In the late Soviet era, socialist realism was allowed to give way to a more abstract "modernism", but the content of that modernism still had to be pro-Soviet. Even a politically-neutral work could have landed an artist into trouble.

A mural in a government building of a late Soviet period, depicting cosmonauts. Topics such as cosmonauts were often chosen by Lithuanian artists as they were acceptible to the regime as showing off the „Soviet achievements“, yet they did not directly glorify the perpetrators of the Soviet Genocide. In such way, the Soviet Lithuanian artists walked a tightrope between being forced to „worship the murderers“ and having their works banned or themselves arrested. ©Augustinas Žemaitis.

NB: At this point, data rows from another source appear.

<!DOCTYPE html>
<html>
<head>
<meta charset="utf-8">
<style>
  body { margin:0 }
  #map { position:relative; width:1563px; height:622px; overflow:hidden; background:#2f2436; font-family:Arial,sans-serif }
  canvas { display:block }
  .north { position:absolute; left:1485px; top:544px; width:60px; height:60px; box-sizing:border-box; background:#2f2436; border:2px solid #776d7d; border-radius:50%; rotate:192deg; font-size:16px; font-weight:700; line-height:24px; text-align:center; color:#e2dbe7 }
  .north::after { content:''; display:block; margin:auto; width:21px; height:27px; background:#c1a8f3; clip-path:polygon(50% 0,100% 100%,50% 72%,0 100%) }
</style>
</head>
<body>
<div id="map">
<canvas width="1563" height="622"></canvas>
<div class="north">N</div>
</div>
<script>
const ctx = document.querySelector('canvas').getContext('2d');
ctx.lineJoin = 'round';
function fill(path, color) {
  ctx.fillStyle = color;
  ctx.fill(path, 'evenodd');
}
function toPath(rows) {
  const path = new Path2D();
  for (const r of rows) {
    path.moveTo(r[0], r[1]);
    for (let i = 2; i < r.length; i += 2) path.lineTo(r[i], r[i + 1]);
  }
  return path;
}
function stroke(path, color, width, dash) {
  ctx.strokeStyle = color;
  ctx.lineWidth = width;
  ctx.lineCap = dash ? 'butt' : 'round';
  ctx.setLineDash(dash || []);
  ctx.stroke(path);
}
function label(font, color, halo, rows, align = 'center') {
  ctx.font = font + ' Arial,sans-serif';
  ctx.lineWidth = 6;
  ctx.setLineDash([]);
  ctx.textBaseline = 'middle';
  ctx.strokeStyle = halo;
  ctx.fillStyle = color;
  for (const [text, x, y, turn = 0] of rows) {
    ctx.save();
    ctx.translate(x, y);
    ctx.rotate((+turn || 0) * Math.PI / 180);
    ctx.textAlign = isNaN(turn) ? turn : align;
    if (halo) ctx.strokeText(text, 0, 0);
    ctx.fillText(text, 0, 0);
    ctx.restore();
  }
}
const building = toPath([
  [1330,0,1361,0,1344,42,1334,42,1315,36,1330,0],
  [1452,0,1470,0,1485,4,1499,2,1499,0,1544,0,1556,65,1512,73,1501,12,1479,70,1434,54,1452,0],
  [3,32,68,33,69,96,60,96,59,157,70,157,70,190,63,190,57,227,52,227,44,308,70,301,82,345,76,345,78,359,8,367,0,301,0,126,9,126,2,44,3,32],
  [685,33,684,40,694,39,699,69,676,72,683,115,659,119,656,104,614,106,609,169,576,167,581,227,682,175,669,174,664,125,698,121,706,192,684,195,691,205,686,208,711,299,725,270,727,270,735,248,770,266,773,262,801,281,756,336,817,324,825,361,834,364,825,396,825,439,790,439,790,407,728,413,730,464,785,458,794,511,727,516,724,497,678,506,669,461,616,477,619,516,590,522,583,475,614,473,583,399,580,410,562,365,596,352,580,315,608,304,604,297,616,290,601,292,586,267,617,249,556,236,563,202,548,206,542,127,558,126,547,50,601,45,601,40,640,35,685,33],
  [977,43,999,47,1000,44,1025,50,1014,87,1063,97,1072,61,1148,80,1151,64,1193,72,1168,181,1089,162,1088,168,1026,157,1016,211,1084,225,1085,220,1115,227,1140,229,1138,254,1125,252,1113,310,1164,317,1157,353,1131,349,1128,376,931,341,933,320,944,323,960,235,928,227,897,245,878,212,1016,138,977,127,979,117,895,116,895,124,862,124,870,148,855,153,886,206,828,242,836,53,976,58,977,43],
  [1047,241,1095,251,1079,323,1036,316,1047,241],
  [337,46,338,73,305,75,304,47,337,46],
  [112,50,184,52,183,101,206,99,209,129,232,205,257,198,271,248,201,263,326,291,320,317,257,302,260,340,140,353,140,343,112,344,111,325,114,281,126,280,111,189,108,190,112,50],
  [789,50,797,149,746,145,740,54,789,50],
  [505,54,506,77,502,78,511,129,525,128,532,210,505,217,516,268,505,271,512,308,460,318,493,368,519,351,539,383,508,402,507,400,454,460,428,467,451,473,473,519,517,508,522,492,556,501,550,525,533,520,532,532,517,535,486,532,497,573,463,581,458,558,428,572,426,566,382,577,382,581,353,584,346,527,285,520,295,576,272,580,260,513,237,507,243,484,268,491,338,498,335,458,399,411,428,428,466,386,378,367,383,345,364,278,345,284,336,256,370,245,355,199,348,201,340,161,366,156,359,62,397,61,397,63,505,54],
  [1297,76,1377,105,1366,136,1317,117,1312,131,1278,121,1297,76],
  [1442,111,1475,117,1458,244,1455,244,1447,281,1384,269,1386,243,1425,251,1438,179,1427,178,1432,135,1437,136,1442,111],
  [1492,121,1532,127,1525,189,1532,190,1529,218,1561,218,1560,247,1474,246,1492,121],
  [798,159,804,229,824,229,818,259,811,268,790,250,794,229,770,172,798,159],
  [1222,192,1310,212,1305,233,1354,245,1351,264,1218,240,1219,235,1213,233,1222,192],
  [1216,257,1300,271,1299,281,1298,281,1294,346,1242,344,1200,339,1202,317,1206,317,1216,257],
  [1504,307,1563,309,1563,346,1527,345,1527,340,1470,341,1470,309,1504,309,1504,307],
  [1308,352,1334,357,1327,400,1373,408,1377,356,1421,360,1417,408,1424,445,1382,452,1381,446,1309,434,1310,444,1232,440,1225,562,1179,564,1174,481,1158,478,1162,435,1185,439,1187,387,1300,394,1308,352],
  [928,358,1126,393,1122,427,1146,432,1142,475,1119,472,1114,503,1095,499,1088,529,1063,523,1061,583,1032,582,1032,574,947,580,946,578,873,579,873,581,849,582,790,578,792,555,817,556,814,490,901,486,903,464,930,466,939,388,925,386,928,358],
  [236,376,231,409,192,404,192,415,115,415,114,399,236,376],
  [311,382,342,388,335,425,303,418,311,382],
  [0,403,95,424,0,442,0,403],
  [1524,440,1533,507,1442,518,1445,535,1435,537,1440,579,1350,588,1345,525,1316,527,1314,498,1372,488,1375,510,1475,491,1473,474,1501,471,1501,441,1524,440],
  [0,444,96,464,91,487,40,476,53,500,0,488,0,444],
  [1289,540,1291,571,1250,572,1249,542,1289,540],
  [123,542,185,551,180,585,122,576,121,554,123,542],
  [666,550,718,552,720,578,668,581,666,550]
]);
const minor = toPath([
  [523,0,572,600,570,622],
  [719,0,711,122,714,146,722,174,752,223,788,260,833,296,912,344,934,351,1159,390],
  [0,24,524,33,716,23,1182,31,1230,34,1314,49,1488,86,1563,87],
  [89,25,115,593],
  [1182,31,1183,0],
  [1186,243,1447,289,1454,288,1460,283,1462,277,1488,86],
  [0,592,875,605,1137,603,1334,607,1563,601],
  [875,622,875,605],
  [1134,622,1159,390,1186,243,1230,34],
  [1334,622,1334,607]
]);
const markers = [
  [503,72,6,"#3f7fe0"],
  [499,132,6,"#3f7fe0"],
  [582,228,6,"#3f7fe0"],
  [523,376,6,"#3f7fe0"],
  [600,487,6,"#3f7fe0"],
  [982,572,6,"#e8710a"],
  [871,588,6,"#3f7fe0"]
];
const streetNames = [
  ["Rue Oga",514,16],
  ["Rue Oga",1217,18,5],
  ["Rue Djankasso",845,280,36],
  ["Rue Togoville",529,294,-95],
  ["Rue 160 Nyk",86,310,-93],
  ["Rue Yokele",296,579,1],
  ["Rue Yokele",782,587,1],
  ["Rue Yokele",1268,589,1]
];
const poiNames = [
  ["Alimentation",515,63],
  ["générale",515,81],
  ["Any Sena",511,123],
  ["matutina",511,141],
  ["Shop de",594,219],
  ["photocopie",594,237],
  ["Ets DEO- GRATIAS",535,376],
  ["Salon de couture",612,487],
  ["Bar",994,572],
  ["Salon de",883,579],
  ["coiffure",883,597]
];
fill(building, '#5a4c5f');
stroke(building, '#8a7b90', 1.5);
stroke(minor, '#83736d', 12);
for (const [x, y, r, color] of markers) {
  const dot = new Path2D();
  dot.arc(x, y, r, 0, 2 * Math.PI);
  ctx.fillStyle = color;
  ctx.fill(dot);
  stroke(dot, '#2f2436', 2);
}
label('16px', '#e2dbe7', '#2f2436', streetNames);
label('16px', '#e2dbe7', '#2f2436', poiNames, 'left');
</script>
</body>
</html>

Black-and-white photography became a new fine art (colors considered unartful). What could be photographed was also heavily censored: for example one photography of mother and her child was banned with such reason: "The side of the image where the mother is walking towards looks darker, while in reality she should be walking to a bright communist future".

Best collection of 20th century Lithuanian fine arts is housed in the National Art Gallery of Vilnius. Soviet propaganda art (especially sculptures) is available at the Grūtas park (where it has been collected after the banishment from city downtowns ~1990).

After the independence, art often became used to beautify the less-than-beautiful areas of the city, such as using murals to cover the abandoned or derelict buildings, or to give a playful atmosphere to a district.

A mural in Klaipėda celebrating its jazz festival. ©Augustinas Žemaitis.